栗原左衛門佐(さえもんのすけ)飯富虎昌(おぶとらまさ)小山田昌辰(おやまだまさとき)といった歴戦の武将たちが敵陣の切り崩しを・・・諸角虎定(もろずみとらさだ)真田幸隆らが、その崩した敵を追撃するという形で、徐々に挽回をはかります。

『甲陽軍艦』では、この時、原昌俊山本勘介の作戦を実行し、わすか300の兵で鉄壁の防御を敷き、武田軍の大勝利に終った事になってますが、これは、どーも怪しい・・・。

確かに、記録されている死者の数を見れば、武田方・700余、村上方・2900と、武田の勝利に思えますし、最終的に午後4時、上田原において勝鬨(かちどき)をあげたのは信玄の方ですが、

武田方は、この合戦で、信方同様、父の代からの重臣中の重臣・甘利虎泰(あまりとらやす)を失っていますし、信玄自身も太刀をあび負傷・・・勝鬨をあげる時も、周囲に促され、やっとあげたという事ですから、どうやら、本人から見てもギリギリの勝ち方で、納得のいかない物だったようですね。

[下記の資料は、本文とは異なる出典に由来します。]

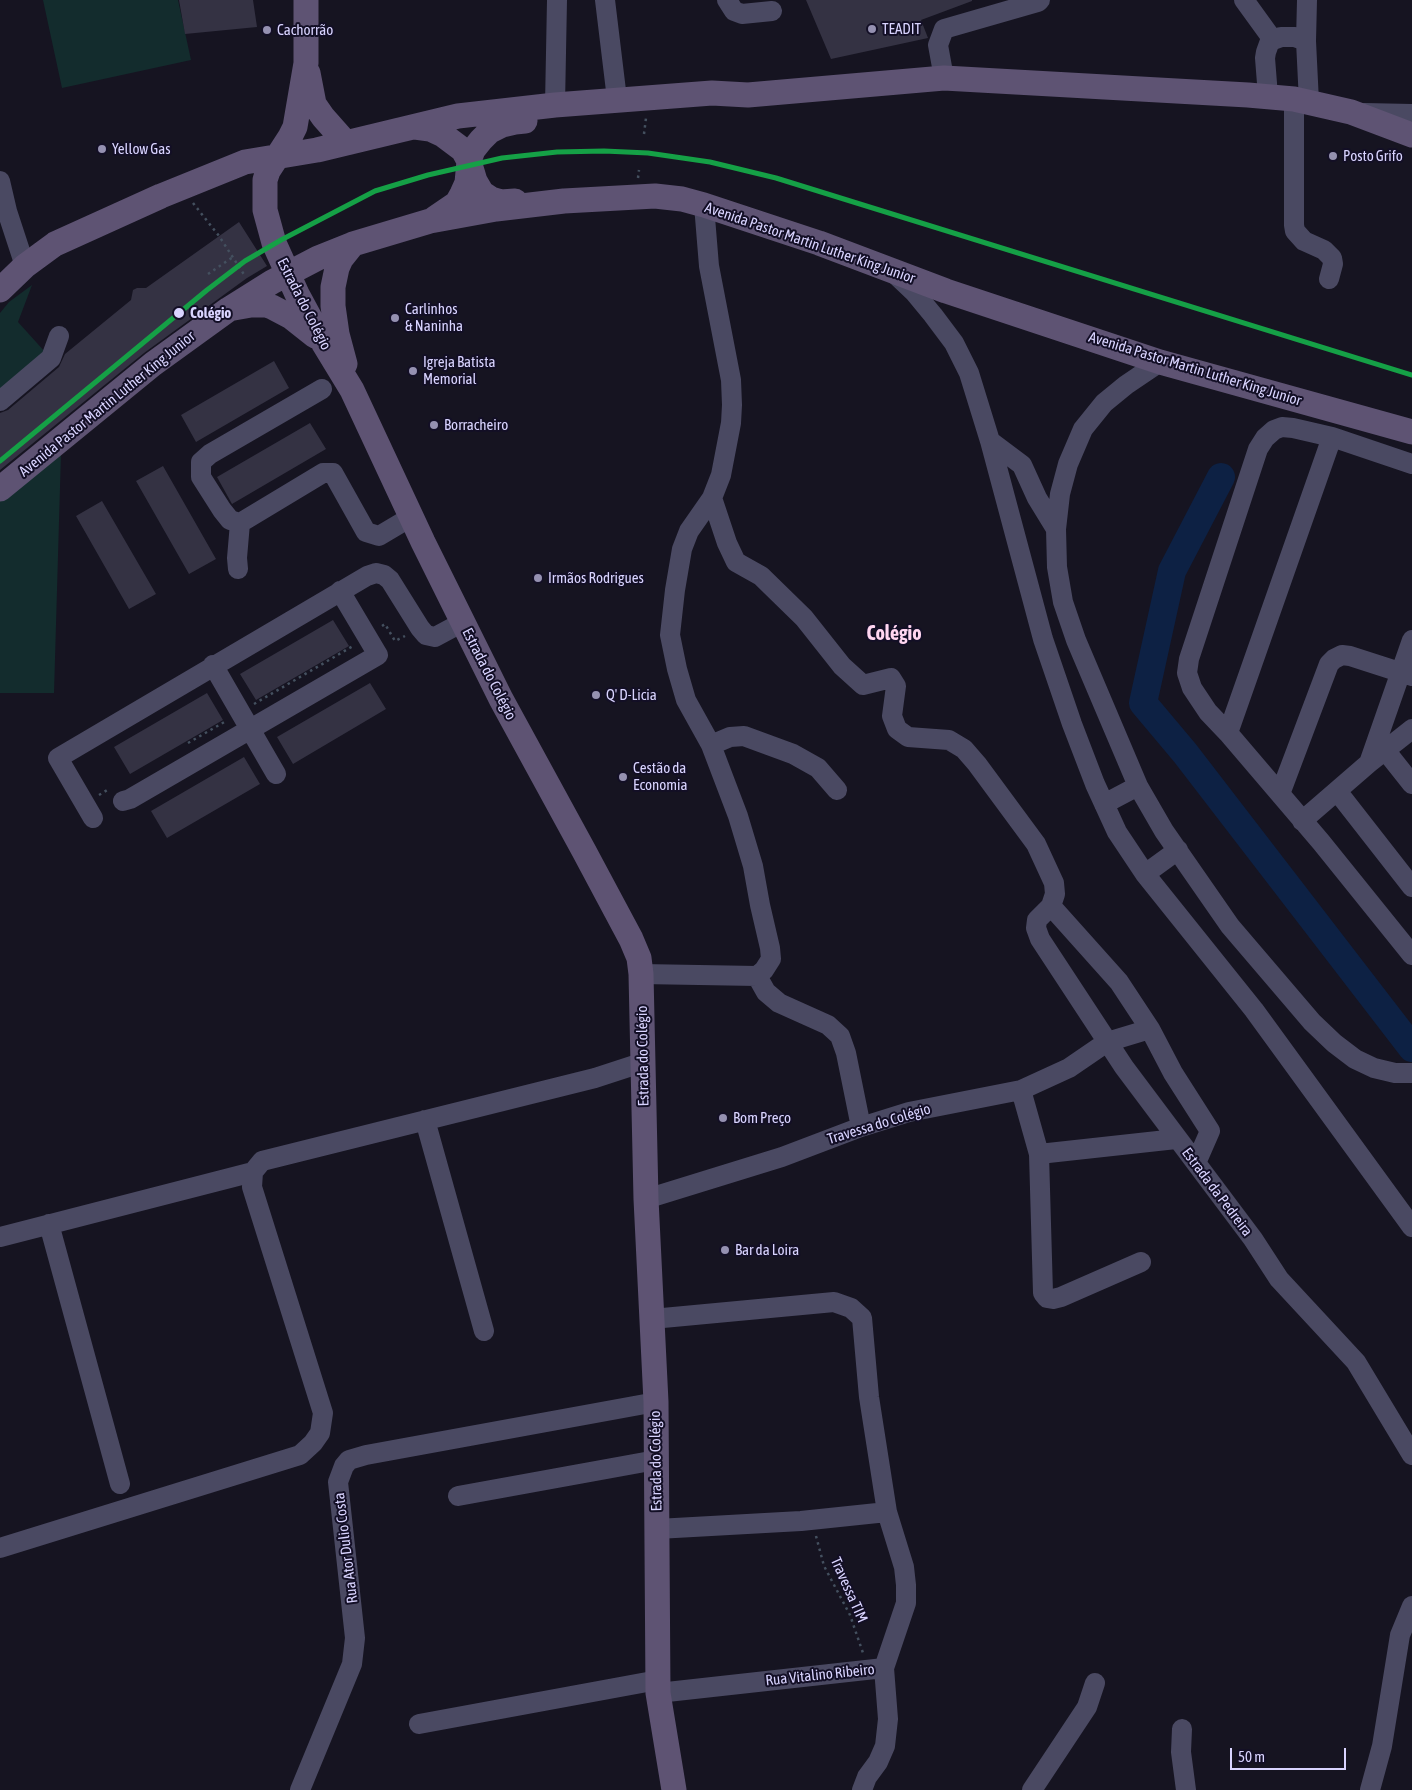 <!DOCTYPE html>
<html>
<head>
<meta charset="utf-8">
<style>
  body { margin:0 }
  #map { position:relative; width:1412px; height:1790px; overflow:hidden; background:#161421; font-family:"Asap Condensed",sans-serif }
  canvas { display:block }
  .scale { position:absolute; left:1230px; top:1748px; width:116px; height:22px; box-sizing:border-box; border:2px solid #d9d4ff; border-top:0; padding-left:6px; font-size:15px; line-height:18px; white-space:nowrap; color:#d9d4ff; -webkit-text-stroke:4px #130f26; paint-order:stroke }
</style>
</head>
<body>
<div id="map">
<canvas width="1412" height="1790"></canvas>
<div class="scale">50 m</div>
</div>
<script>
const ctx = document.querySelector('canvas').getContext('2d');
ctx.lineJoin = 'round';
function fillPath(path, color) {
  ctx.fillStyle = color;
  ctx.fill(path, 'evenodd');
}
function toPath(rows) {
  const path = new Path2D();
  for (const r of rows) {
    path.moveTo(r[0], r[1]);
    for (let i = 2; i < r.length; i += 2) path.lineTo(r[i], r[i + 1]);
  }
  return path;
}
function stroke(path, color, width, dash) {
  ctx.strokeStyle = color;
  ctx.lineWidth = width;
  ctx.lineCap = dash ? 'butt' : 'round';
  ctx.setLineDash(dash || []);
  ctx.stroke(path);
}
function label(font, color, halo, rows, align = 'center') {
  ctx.font = font + ' "Asap Condensed",sans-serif';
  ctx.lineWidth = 4;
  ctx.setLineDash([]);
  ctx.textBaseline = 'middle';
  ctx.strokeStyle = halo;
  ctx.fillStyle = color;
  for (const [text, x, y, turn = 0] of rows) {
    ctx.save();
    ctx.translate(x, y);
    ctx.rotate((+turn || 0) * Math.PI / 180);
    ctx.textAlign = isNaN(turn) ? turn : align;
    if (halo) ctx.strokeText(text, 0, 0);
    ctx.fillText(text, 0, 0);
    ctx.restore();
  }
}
const green = toPath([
  [43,0,178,0,191,60,62,88],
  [32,285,18,322,46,353,0,395,0,313,9,302],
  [61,453,54,693,0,693,0,498]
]);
const stream = toPath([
  [1410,1044,1412,1043]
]);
const river = toPath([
  [1221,477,1172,571,1143,703,1185,753,1412,1048]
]);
const building = toPath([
  [179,0,253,0,257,27,185,34],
  [806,0,972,0,972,1,921,20,928,38,831,59],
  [239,222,267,266,247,278,144,353,0,470,0,413,8,410,59,367,65,354,131,300,133,290,137,288,146,288],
  [274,361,289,388,196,442,181,415],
  [310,423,326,449,232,504,217,477],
  [163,466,216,559,189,574,136,481],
  [102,501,156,594,129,609,76,516],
  [333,620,349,646,256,700,240,674],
  [370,683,386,709,293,764,277,737],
  [207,693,223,720,130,774,114,747],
  [244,757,260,784,167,838,151,811]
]);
const path = toPath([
  [644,134,646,118],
  [638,178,639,170],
  [193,203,219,236,245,276],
  [208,274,233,257],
  [382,626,385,624,395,641,405,636],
  [254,704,353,646],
  [188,743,226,721],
  [99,795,109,789],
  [816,1536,824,1566,850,1615,863,1653]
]);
const minor = toPath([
  [605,0,617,99],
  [727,0,734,11,742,14,772,11],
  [1244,0,1273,40],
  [1307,0,1306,41,1309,102],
  [944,78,938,45,944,29,1038,2,1040,0],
  [1268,96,1265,58,1266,52,1270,41,1281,37,1295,37,1306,41],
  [1294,99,1294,225,1295,231,1304,241,1324,250,1332,258,1333,264,1329,279],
  [555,105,557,0],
  [1364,113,1412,114],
  [0,181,7,211,25,266],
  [704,205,709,266,731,380,732,405,731,423,721,475,712,498,689,531,682,549,675,590,670,635,677,669,686,700,711,745,738,816,753,866,760,905,770,948,771,959,764,970,757,976],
  [895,274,914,292,933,315,954,343,969,373,990,441,1043,639,1072,724,1095,784,1117,832,1145,874,1254,1010,1412,1227],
  [1160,362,1126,385,1104,403,1083,429,1068,464,1060,494,1056,529,1057,567,1063,602,1076,640,1138,786,1164,831,1230,926,1312,1022,1334,1043,1355,1059,1374,1068,1395,1073,1412,1073],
  [322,389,210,454,201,462,201,477,222,510,230,520,240,523,323,473,333,473,366,532,379,536,411,517],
  [0,401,51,358,59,336],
  [990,441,1022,465,1037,498,1056,529],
  [1412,464,1332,437,1293,428,1282,427,1274,430,1265,438,1258,449,1189,659,1187,673,1192,688,1208,712,1228,733,1321,842,1412,955],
  [712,498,727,543,736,562,761,576,804,618,842,666,863,685,891,678,896,686,892,716,897,729,908,737,949,740,964,749,977,764,1036,844,1054,883,1055,894,1051,906,1037,920,1036,928,1040,939,1124,1067,1253,1239,1279,1279,1356,1362,1412,1455],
  [238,569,237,558,240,523],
  [213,665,276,774],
  [1228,733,1332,437],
  [711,745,730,737,744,736,793,754,818,768,837,790],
  [1385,750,1412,784],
  [1369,763,1412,640],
  [1337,791,1412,887],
  [1280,794,1329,664,1334,659,1342,655,1350,656,1412,676],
  [123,801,130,799,378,655,340,591],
  [1104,804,1138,786],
  [93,818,58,758,367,576,376,573,384,575,390,580,420,628,426,635,435,637,463,622],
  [1302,821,1369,763,1412,729],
  [1145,874,1178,850],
  [1051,906,1119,982,1150,1029,1173,1073,1210,1131,1196,1163],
  [641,974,757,976,766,992,779,1003,828,1025,840,1036,846,1053,861,1127],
  [1021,1090,1039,1154,1043,1293,1047,1298,1053,1299,1061,1297,1141,1262],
  [425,1120,484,1331],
  [1039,1154,1176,1139],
  [646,1199,782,1157,861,1127,909,1112,1021,1090,1069,1068,1107,1042,1150,1029],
  [49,1224,120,1484],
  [0,1237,253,1172],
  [652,1319,834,1302,851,1308,862,1318,869,1397,887,1512,904,1567,906,1585,906,1603,884,1668,658,1693],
  [458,1496,656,1460],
  [657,1529,801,1521,887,1512],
  [0,1548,300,1455,313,1443,320,1433,323,1413,252,1187,253,1172,262,1161,595,1078,644,1062],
  [419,1724,658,1680],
  [1182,1729,1181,1752,1186,1790],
  [300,1790,352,1664,355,1638,338,1482,344,1466,349,1460,366,1455,656,1402],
  [862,1790,867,1777,878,1762,885,1746,888,1719,884,1668],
  [1032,1790,1087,1707,1095,1683],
  [1370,1790,1382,1746,1400,1635,1412,1606]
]);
const major = toPath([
  [306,0,306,63,295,127,290,137,268,171,265,180,265,210,274,243,297,294,324,344,352,390,423,542,501,699,584,851,631,939,639,958,641,974,646,1199,656,1402,658,1693,674,1790],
  [308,73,314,104,323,117,346,143],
  [415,127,430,129,443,135,463,150,469,161,475,181,482,193,491,199,501,202,515,201],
  [435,218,457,203,462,194,467,183,469,161,473,150,481,140,490,131,502,125,515,122,525,121],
  [0,290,25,266,55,244,161,196,245,162,317,150,458,116,555,105,712,93,748,95,944,78,1248,95,1294,99,1351,112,1412,135],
  [234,308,251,305,266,305,272,307,291,317,315,336],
  [345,364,337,334,333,306,333,287,337,268,341,259,353,244],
  [0,489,153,364,229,309,272,282,318,258,353,244,430,221,496,209,564,201,655,196,682,199,704,205,819,243,946,291,1160,362,1412,432]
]);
const metro1 = toPath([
  [0,461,207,290,245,261,281,240,375,191,428,175,502,158,557,152,604,151,648,153,710,162,776,178,1412,375]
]);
const markers = [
  [872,29,5,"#9591b1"],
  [267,30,5,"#9591b1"],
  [102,149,5,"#9591b1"],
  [1333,156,5,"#9591b1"],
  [179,313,6,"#d9d4ff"],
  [395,318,5,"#9591b1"],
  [413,371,5,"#9591b1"],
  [434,425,5,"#9591b1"],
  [538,578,5,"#9591b1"],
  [596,695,5,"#9591b1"],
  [623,777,5,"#9591b1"],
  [723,1118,5,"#9591b1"],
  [725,1250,5,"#9591b1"]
];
const poiNames = [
  ["TEADIT",882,29],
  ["Cachorrão",277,30],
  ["Yellow Gas",112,149],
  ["Posto Grifo",1343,156],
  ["Carlinhos",405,309],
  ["& Naninha",405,326],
  ["Igreja Batista",423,362],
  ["Memorial",423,379],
  ["Borracheiro",444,425],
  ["Irmãos Rodrigues",548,578],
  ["Q' D-Licia",606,695],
  ["Cestão da",633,768],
  ["Economia",633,785],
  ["Bom Preço",733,1118],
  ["Bar da Loira",735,1250]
];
const streetNames = [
  ["Avenida Pastor Martin Luther King Junior",810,243,19],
  ["Estrada do Colégio",304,304,63],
  ["Avenida Pastor Martin Luther King Junior",1195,369,17],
  ["Avenida Pastor Martin Luther King Junior",107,404,-39],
  ["Estrada do Colégio",489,674,63],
  ["Estrada do Colégio",643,1056,-91],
  ["Travessa do Colégio",879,1124,-17],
  ["Estrada da Pedreira",1217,1192,53],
  ["Estrada do Colégio",656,1461,-91],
  ["Rua Ator Dulio Costa",346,1548,-97],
  ["Travessa TIM",849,1590,66],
  ["Rua Vitalino Ribeiro",820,1675,-6]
];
const stopNames = [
  ["Colégio",190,313]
];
const districtNames = [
  ["Colégio",894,634]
];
fillPath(green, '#132c2d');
stroke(stream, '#0d2144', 4.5);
stroke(river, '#0d2144', 28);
fillPath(building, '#343243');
stroke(path, '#44505f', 2.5, [2.5, 4]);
stroke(minor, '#4a4962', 20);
stroke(major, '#5e5373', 25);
stroke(metro1, '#15a046', 5);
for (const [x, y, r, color] of markers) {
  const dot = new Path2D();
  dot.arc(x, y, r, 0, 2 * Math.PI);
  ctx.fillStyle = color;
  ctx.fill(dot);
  stroke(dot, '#130f26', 2);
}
label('15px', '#d9d4ff', '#130f26', poiNames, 'left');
label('15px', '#d9d4ff', '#130f26', streetNames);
label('bold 15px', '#d9d4ff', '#130f26', stopNames, 'left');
label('bold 20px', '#ffd6f0', '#130f26', districtNames);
</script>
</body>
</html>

現に、信玄は終戦後もいっこうに甲斐に戻ろうとせず、上田原に留まり続け、心配した母・大井夫人説得によって、3月3日にやっと陣を引き揚げています。

よっぽどくやしかったんでしょうね。

死者の数はともかく、重臣クラスの大きな人材を失った事を考えれば、信玄にとっては、この上田原の合戦は負け戦に思えたのかも知れません。

そして、ここで一旦、信濃東部への進攻を白紙に戻す信玄でしたが、ご存知のように、巡り巡ってその2年後の天文十九年(1550年)、武田・村上の両軍は、再び戸石城で激突する事となります(続きは、9月9日参照>>)

それにしても、昨年の大河の千葉サニー信方さんの最期のシーンはカッコよかったですね~。